For me and for many of the diaspora, Biafra is a presence that haunts us. It is a part of our history that is not spoken about and yet we try to make sense of it by reading, watching plays and attending lectures. All of this in an attempt to understand this dream that was on the cusp of being realised and yet failed so painfully.
I was two when the war began and four when it ended. This was a civil war in Nigeria fought between the Nigerian government and the eastern region of Nigeria. Predominantly the home of the Igbo people, the eastern region – in response to violence and massacres, as well as political, economic, cultural and religious tensions – declared itself the State of Biafra on 30 May 1967 and seceded from Nigeria.
Nigeria was a creation of the British in 1914. It was established for colonial administrative convenience. It merged three separate cultures into one. To the north were the Fulani and Hausa-speaking people, often nomadic, principally of the Muslim faith. To the west of the River Niger were the Yoruba, largely farmers living under a rigid monarchical system and Christian. To the east were the predominantly Igbo-speaking people, also Christian, but with a strain of Judaism and more republican in their outlook. Nigeria is not (and never has been) a cohesive whole. However, in 1960, Nigeria was granted independence. Violence and coups ensued.
In response to Biafra’s secession, the Nigerian government, backed by the former colonial master, countered with a brutal war. Millions of Biafrans died, most as a result of the deliberate government policy of starvation. From July 1967 to January 1970, Biafrans fought to free themselves from Nigerian oppression and from the lingering vestiges of poisonous colonialism. Biafra was starved into submission. Biafra was, and still is, a powerful vision of freedom and self-determination.

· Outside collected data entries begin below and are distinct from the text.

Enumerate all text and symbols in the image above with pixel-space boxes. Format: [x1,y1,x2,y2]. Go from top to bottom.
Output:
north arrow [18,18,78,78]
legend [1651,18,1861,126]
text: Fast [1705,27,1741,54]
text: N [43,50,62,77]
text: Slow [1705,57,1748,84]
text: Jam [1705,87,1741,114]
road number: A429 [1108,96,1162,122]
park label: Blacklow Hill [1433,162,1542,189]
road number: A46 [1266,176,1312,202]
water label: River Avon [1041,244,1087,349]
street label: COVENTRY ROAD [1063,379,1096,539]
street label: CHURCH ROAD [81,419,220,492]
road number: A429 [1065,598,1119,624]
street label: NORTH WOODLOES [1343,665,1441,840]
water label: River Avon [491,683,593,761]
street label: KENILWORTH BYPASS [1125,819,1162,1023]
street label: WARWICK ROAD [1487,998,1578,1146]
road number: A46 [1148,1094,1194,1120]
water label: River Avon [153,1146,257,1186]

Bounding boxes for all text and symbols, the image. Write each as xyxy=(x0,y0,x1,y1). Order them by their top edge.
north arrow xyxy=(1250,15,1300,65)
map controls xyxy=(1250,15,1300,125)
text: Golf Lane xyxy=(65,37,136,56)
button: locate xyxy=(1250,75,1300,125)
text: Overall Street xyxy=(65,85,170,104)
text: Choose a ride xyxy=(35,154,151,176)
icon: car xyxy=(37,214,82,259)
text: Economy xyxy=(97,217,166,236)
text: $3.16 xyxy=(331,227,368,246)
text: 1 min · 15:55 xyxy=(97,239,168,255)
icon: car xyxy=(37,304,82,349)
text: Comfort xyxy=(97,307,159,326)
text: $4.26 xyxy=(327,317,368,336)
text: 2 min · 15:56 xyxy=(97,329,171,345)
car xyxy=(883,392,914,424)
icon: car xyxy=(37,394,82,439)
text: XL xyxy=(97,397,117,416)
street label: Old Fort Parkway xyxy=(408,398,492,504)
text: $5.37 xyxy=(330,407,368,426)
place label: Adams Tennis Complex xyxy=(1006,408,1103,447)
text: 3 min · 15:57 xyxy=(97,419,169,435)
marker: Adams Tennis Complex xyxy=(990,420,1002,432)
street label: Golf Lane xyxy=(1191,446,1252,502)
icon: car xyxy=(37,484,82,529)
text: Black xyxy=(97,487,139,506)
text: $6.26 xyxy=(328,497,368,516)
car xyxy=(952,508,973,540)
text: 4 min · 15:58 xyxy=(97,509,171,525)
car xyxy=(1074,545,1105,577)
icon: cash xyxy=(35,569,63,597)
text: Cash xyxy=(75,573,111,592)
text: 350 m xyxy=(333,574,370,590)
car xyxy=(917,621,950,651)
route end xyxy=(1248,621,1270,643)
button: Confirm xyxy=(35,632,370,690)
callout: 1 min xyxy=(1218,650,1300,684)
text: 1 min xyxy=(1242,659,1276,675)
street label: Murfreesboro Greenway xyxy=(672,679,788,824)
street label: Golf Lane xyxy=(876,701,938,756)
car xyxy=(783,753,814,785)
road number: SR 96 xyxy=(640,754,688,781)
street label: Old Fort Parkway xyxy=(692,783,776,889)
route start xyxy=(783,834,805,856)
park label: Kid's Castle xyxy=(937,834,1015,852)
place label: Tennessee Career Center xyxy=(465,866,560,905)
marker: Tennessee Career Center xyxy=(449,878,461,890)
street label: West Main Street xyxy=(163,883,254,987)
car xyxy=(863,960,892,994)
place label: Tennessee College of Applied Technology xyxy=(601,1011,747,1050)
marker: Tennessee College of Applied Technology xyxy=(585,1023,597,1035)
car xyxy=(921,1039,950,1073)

Starvation of Biafrans was a government policy (Sipa/Rex)
I have a deep and abiding rootedness in Biafra and the UK. My father studied at the LSE in the early 1960s and his first job as an academic was in England. I was born in the UK and brought up in two different cultures. To me, Biafra is a dream and a shadow. It is a dream of my father. I remember bouncing into the kitchen aged nine or 10 (we were living in Norwich at the time) and informing my mother that I was Biafran because Dad said so, and she told me (quite rightly) that Biafra does not exist. I ignored her. This was 1975, five years after the war had ended but my father still dreamed. He was Biafran and so were we. At least once a week we had to eat fufu, a traditional Biafran meal. As far as my father was concerned, fufu, like our Biafran identity, was both compulsory and necessary and he made sure that we knew this. My sisters and me would hanker after fish and chips!
My father died 17 years ago. We flew his body home to be buried. It went without saying that he needed to be laid to rest in the place that was truly home for him. My father’s tie to the home country was a tie to the dream of Biafra. He never stopped believing in Biafra. It was a passion and a dream that consumed him. His passion for Biafra shaped the way my two sisters and I were brought up. His passion for Biafra lingers in my life and has influenced the way I interact with the world and the way in which I struggle and thirst for justice.

The author, left, took up her father’s passion for Biafra (Ije Ajibade)
But Biafra is also a shadow. Not just for me, but for many people. It is the shadow of our past in Nigeria as a nation, whether we acknowledge it or not. The shadow of Biafra exists in the memories of the war and the many stories that are told about it behind closed doors. The shadows and dreams of Biafra are invisible but still very profound.
His passion for Biafra shaped the way my two sisters and I were brought up. His passion for Biafra lingers in my life and has influenced the way in which I thirst for justice
Dad brought us up to believe in Biafra. He was always deeply passionate about Biafra and our home town of Mbaise. When I was 12, we moved to Nigeria from the UK. Dad wanted us to attend school in Nigeria. We lived in a small town called Idah on the eastern bank of the River Niger in the middle belt region of Nigeria.
My father had unwritten rules. We were not allowed to study in the north. We were not allowed to marry anybody from the north and he gave us strict instructions to marry from Mbaise in the southeast of Nigeria. Needless to say, that was the one time I disobeyed him because I eventually married a Yoruban man from the west of Nigeria.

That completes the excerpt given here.